Est-ce plus facile ou plus compliqué de se faire entendre par un pouvoir de gauche avec lesquels vous ne manquez pas de liens ?

En fait ce qui change, c’est que nous partageons peu ou prou le même constat. Quand on a un gouvernement qui reconnaît qu’il y a de la précarité étudiante, on n’a pas besoin de convaincre qu’il y a un problème à régler d'urgence. Reste ensuite à voir comment le résoudre. En tant qu’organisation syndicale, nous avons un rôle de contre-pouvoir que nous comptons jouer pleinement avec les outils qui sont les nôtres et qui ne changent pas : la construction d'un rapport de force par des campagnes revendicatives, des pétitions, etc. et qui lie la mobilisation des étudiants et la négociation responsable pour obtenir des réponses.

Justement, n’êtes-vous pas dans une surenchère des revendications en cette période d’élections étudiantes, au CNESER dernièrement puis aux CROUS en novembre prochain ?

C’est un service que l’on rend au gouvernement que de lui mettre la pression.

Les élections étudiantes sont un moment fort pour faire entendre la parole syndicale. Pendant un an, le débat était focalisé sur les élections présidentielles. Il y a une alternance, le "changement" arrive, très bien.
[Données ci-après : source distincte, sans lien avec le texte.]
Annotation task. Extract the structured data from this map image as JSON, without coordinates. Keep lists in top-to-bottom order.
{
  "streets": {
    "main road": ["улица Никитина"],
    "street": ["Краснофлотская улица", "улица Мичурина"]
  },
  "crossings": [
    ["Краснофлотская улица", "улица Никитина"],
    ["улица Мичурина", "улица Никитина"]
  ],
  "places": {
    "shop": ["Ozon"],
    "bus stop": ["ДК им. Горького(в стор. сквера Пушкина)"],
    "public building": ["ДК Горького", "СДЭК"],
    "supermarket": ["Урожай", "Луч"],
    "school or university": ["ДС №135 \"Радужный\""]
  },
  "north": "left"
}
Maintenant on ne va pas dire : "circulez, il n’y a rien à voir". Ce n’est pas parce que la gauche est au pouvoir qu’on ne va pas dénoncer le fait que l’on ne voit pas de projet politique clair par exemple. On demande à faire entendre nos arguments dans un cadre de négociation. On ne veut pas que le dialogue social soit une simple politique de consultation.

Pour un syndicat réputé à gauche vous ne semblez pas prêt à accorder le moindre état de grâce au gouvernement ?
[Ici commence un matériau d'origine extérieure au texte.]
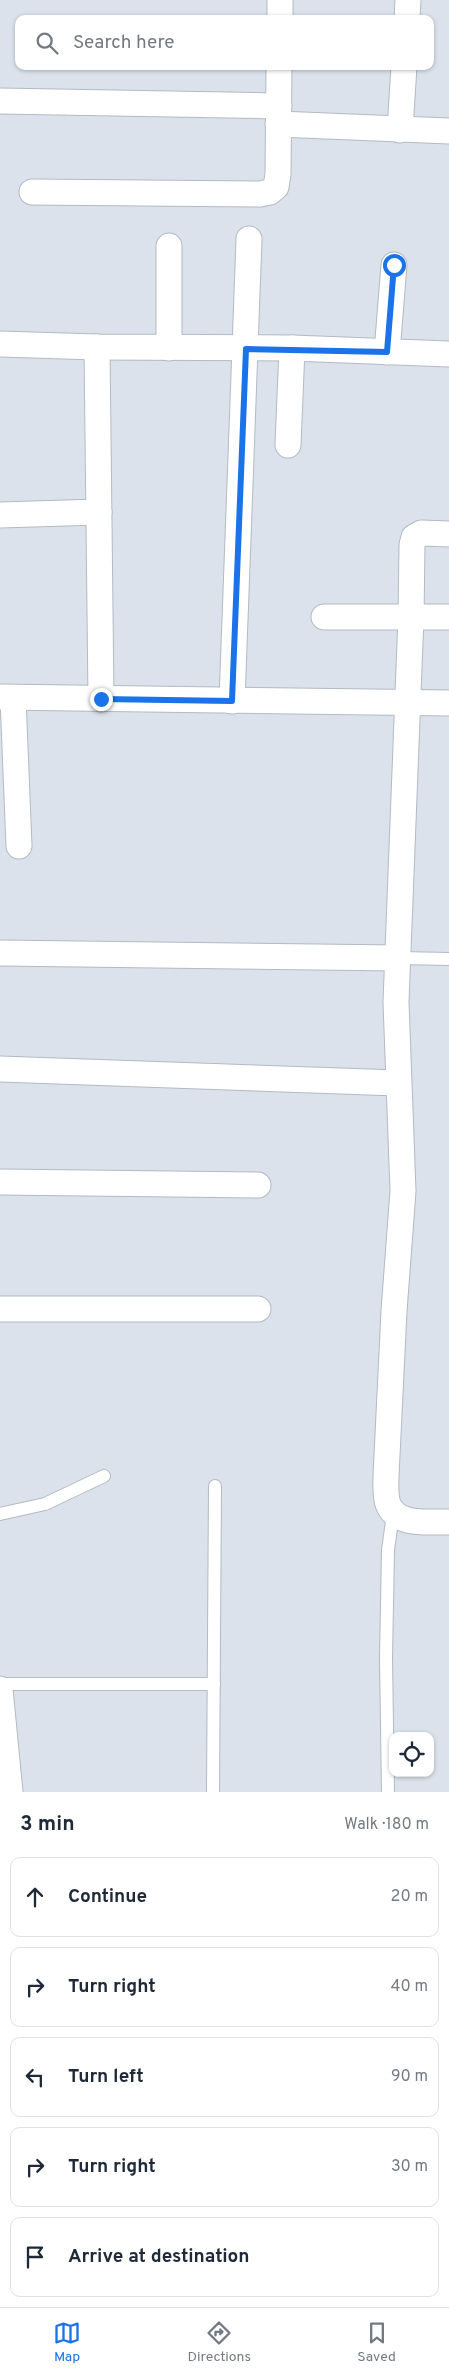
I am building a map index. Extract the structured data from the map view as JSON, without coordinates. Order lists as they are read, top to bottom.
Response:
{
  "page": {
    "search": "Search here",
    "heading": ["3 min", "Walk · 180 m"],
    "list": [
      ["Continue", "20 m"],
      ["Turn right", "40 m"],
      ["Turn left", "90 m"],
      ["Turn right", "30 m"],
      "Arrive at destination"
    ],
    "nav": ["Map", "Directions", "Saved"]
  }
}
Les jeunes ont voté en majorité pour François Hollande. Beaucoup aussi n’ont pas voté, notamment aux législatives. La gauche a tous les pouvoirs et n'aura aucune excuse en cas d'échec. Des espoirs se sont levés. C’est un moment historique, en ce début de quinquennat, pour faire la politique de jeunesse qui a manqué à l’Italie, à l’Espagne et à la Grèce. Il n’y a pas d’état de grâce parce que nous sommes dans une situation d’urgence. La précarité ne fait que s’accroître. Si notre syndicat étudiant ne porte cela pas au cœur de la société, personne ne le fera à notre place. C’est un service que l’on rend au gouvernement que de lui mettre la pression.


Les résultats des élections au CNESER 2012

Lors des élections des onze représentants étudiants au CNESER (Conseil national de l'enseignement supérieur et de la recherche) dont les résultats ont été connus ce samedi 7 juillet 2012, l’UNEF est arrivé en tête avec 36,3 % des suffrages et remporte 4 sièges (contre 5 dans le conseil sortant). La FAGE qui arrive en deuxième position dispose 3 sièges, devant PDE (2 sièges), l’UNI (1 siège) et la Confédération étudiante (1 siège).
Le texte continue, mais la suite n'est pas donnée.